Demjanjuk witness accused of perjury in German court

A former US Secret Service forensics expert who testified at the John Demjanjuk Nazi war crimes trial is being investigated for perjury.

The trial prosecutor, Hans-Joachim Lutz, said that his office was obliged to open the investigation against former agent Larry Stewart, who testified in Munich last week, after defence attorney Ulrich Busch filed a complaint with the court accusing him of perjury.

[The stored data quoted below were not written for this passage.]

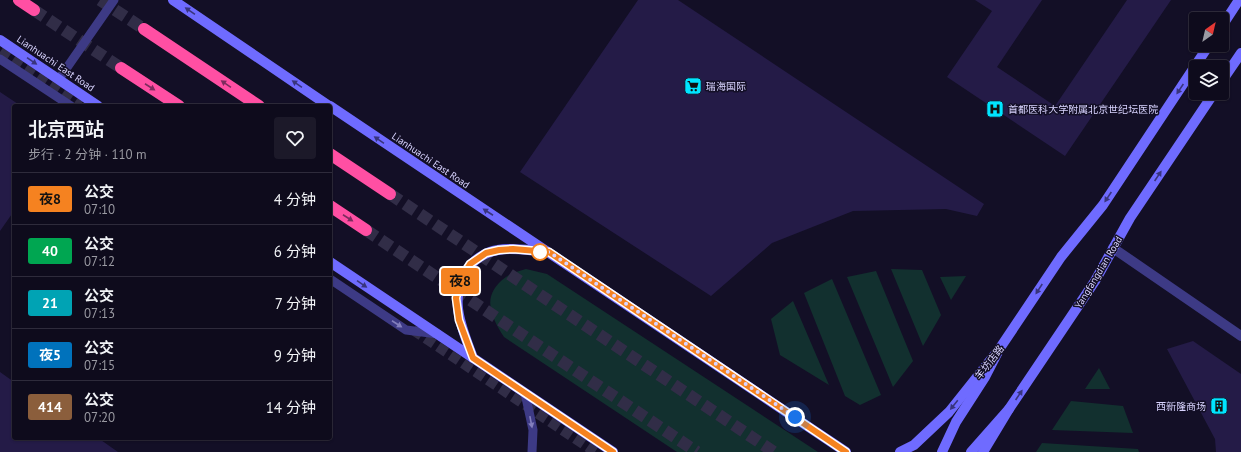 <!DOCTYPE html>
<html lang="zh">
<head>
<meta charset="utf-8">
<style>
  body { margin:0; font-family:"PT Sans","Noto Sans SC",sans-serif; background:#1c1929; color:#f1f3f6; height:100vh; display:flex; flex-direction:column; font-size:15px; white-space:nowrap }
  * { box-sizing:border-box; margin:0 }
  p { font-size:13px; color:#9b9ba3 }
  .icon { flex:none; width:22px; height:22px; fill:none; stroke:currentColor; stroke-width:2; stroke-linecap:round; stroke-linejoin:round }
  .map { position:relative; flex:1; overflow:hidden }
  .panel { position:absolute; left:12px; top:104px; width:320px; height:336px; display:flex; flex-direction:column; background:#0e0b1c; border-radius:4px; box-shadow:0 1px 3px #0004,0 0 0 1px #2e2b3b }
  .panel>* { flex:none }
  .badge { padding:0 8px; border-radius:3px; font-size:14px; line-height:26px }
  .needle { width:26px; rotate:34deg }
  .controls { position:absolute; left:1189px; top:12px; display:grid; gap:8px }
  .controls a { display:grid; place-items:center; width:40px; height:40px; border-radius:4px; background:#0e0b1c; box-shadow:0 1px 3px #0004,0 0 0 1px #2e2b3b; font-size:20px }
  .you { position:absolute; width:20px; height:20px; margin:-10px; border:3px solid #fff; border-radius:50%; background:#1a73e8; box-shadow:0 0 0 6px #1a73e833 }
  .map>.badge { position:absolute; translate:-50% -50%; box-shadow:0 0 0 2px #fff }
  .round { display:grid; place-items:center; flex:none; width:42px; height:42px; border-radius:4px; background:#1c1929 }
  .overview { display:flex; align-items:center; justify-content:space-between; height:68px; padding:0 16px }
  h1 { font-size:19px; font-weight:600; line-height:30px }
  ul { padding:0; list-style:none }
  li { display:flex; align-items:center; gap:12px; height:52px; padding:0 16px; border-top:1px solid #2e2b3b }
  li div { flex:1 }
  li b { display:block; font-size:15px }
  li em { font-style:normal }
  li .badge { min-width:44px; font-weight:700; text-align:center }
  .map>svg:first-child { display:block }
</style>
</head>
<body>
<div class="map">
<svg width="1241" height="452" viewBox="0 0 1241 452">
  <rect width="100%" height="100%" fill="#130f26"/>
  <g fill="#12302f">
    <path d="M526,269L547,274L818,452H677L504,337C490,315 481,295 506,277C511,273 520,271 526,269Z"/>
    <polygon points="891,269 922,270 941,315 923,346"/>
    <polygon points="876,271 913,361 893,387 847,277"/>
    <polygon points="966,276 951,300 940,277"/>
    <polygon points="832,279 881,395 860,405 845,396 804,293"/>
    <polygon points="793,301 829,385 780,355 771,319"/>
    <polygon points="1099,368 1110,389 1085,389"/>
    <polygon points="1071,401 1123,406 1133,433 1052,430"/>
    <polygon points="1042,443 1138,449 1139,452 1036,452"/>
  </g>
  <g fill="#241b47">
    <polygon points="638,0 678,0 984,204 977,216 946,209 853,211 772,243 711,296 520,172"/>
    <polygon points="975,0 1042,0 997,67 1055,106 1127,0 1171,0 1065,156 947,77 992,11"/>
    <polygon points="0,92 21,106 14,106 14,211 0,231"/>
    <polygon points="1193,341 1241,374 1241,452 1216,452 1215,439 1167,349"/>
    <polygon points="0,372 14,382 14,438 98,438 118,452 0,452"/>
  </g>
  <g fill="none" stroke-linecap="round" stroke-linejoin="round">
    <g stroke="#312d47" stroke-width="10" stroke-dasharray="10 5" stroke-linecap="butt">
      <polyline points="0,52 80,106"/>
      <polyline points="413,330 595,452"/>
    </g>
    <g stroke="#312d47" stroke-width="12" stroke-dasharray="12 6" stroke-linecap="butt">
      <polyline points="100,0 144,29"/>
      <polyline points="34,10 121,68"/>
      <polyline points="390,194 774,452"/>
      <polyline points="366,230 697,452"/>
    </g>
    <g stroke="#3d3a85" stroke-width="9">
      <polyline points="0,59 71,106"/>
      <polyline points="59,79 114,0"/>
      <polyline points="330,279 406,330 438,334"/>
      <polyline points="525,393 533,430 532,452"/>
    </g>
    <polyline stroke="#3d3a85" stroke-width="10" points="1113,248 1241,336"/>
    <g stroke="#6f6bff" stroke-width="10">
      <polyline points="173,0 329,106"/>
      <polyline points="1222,26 1239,0"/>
      <polyline points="0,40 98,106"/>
      <polyline points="1222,81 1241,53"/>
      <polyline points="330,106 846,452"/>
      <polyline points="330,262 613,452"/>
      <path d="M473,358C463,330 448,300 466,271C473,260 485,252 498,250C514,247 531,251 547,252"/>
      <polyline points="900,452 914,445 949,412 1000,348 1061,257 1103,205 1209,45"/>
      <polyline points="983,452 1009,409 1095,281 1130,218 1214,93"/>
    </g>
    <g stroke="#ff4fa3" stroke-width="12">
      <polyline points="19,0 34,10"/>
      <polyline points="144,29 259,106"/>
      <polyline points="121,68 179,106"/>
      <polyline points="330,154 390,194"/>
      <polyline points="330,206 366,230"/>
    </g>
    <g stroke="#6f6bff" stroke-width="10">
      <polyline points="942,452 956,422 985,377 1000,348"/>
      <polyline points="971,452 1009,409"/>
    </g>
  </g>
  <defs><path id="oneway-solid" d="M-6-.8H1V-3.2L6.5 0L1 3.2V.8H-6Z"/></defs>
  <g fill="#38347d">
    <use href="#oneway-solid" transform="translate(190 11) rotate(-146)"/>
    <use href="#oneway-solid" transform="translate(32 61) rotate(34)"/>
    <use href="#oneway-solid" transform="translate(297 84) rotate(-146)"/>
    <use href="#oneway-solid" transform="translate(1180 89) rotate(124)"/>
    <use href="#oneway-solid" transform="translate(379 140) rotate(-146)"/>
    <use href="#oneway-solid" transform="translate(1158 176) rotate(-56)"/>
    <use href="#oneway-solid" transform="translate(1108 197) rotate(124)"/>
    <use href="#oneway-solid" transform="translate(488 212) rotate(-147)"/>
    <use href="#oneway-solid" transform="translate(362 284) rotate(34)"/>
    <use href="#oneway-solid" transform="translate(1039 289) rotate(123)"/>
    <use href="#oneway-solid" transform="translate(1019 395) rotate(-56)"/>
    <use href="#oneway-solid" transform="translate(954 405) rotate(129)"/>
  </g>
  <g fill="#7d2c5e">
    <use href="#oneway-solid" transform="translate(226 84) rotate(-146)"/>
    <use href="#oneway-solid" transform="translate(150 87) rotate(33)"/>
    <use href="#oneway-solid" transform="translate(348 218) rotate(33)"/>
  </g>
  <g fill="#837fbc">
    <use href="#oneway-solid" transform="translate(397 324) rotate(33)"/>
    <use href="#oneway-solid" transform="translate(531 422) rotate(79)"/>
  </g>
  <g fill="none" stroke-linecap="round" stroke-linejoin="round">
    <defs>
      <polyline id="line" points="613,452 473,358 459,320 456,298 460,280 470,264 486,253 499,250 513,249 549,252 846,452"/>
    </defs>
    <use href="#line" stroke="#fff" stroke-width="9"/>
    <use href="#line" stroke="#f58220" stroke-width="6"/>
    <polyline stroke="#d9d4ff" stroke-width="4" stroke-dasharray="0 7.2" points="540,252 537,251 549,252 795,417"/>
  </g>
  <defs>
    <symbol id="supermarket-square" viewBox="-11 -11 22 22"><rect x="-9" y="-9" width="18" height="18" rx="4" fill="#00e5ff" stroke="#130f26"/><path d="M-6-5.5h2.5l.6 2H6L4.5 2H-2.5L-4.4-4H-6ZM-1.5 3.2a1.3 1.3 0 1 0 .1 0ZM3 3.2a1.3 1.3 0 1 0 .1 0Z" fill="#111"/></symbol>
    <symbol id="hospital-square" viewBox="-11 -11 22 22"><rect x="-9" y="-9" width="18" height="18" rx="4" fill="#00e5ff" stroke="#130f26"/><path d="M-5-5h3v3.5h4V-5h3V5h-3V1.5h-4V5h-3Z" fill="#111"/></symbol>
    <symbol id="building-square" viewBox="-11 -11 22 22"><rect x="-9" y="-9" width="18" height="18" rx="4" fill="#00e5ff" stroke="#130f26"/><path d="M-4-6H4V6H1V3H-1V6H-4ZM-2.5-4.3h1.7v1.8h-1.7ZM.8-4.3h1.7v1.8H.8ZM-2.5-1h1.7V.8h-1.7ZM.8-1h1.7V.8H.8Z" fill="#111"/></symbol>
  </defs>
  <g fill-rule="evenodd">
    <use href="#supermarket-square" x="683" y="76" width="20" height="20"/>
    <use href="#hospital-square" x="985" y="99" width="20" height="20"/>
    <use href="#building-square" x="1209" y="396" width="20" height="20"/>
  </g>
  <circle fill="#fff" stroke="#f58220" stroke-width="2" cx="540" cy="252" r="8"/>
  <g text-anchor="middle" stroke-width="3" stroke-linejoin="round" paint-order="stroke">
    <g font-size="10" fill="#d9d4ff" stroke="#130f26">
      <text transform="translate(56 63) rotate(34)" y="4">Lianhuachi East Road</text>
      <text transform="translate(431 160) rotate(34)" y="4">Lianhuachi East Road</text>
      <text transform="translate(1098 272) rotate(-59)" y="4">Yangfangdian Road</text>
      <text transform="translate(989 362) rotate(-52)" y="4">羊坊店路</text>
    </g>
    <g font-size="10" fill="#d9d4ff" stroke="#130f26" text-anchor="start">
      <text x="706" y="90">瑞海国际</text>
      <text x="1008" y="113">首都医科大学附属北京世纪坛医院</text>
      <text x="1206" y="410" text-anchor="end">西新隆商场</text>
    </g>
  </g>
</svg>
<div class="controls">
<a><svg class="needle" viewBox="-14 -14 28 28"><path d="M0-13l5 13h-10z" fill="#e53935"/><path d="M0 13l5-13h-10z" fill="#9b9ba3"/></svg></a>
<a><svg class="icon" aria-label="layers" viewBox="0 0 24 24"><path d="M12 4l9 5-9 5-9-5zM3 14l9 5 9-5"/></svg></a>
</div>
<div class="you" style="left:795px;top:417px"></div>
<b class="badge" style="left:460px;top:281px;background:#f58220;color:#111">夜8</b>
<section class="panel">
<div class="overview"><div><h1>北京西站</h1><p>步行 · 2 分钟 · 110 m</p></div><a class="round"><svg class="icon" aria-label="heart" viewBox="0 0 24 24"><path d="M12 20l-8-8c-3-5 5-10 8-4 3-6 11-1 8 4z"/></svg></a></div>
<ul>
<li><span class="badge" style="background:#f58220;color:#111">夜8</span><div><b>公交</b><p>07:10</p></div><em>4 分钟</em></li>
<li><span class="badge" style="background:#00a651;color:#fff">40</span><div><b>公交</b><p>07:12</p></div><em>6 分钟</em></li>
<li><span class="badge" style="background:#00a3b4;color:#fff">21</span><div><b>公交</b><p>07:13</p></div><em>7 分钟</em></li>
<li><span class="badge" style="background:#0072bc;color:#fff">夜5</span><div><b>公交</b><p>07:15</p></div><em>9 分钟</em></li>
<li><span class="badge" style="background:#8b5e3c;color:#fff">414</span><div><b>公交</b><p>07:20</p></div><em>14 分钟</em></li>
</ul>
</section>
</div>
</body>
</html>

Mr Busch argued that Mr Stewart's Munich testimony contradicted statements he had made in US District Court in Ohio in 2001 – the year after he examined documents being used as evidence against Mr Demjanjuk. The prosecutor refused to comment on the possibility of charges being filed, saying the evidence first had to be examined.

Mr Stewart rejected the allegation. "I was asked different questions this time, so I answered the questions I was asked," he said.

Mr Demjanjuk, a retired Ohio autoworker who turned 90 in April, is standing trial on 28,060 counts of accessory to murder on allegations that he was a guard at the Nazi Sobibor death camp in occupied Poland.

He denies ever being at any camp, claiming he is the victim of mistaken identity. But the prosecution argues that a Nazi-era identity card has Mr Demjanjuk's picture on it, and it indicates he was a guard at Sobibor. Mr Stewart analysed the identity card and 21 other documents being used in the case.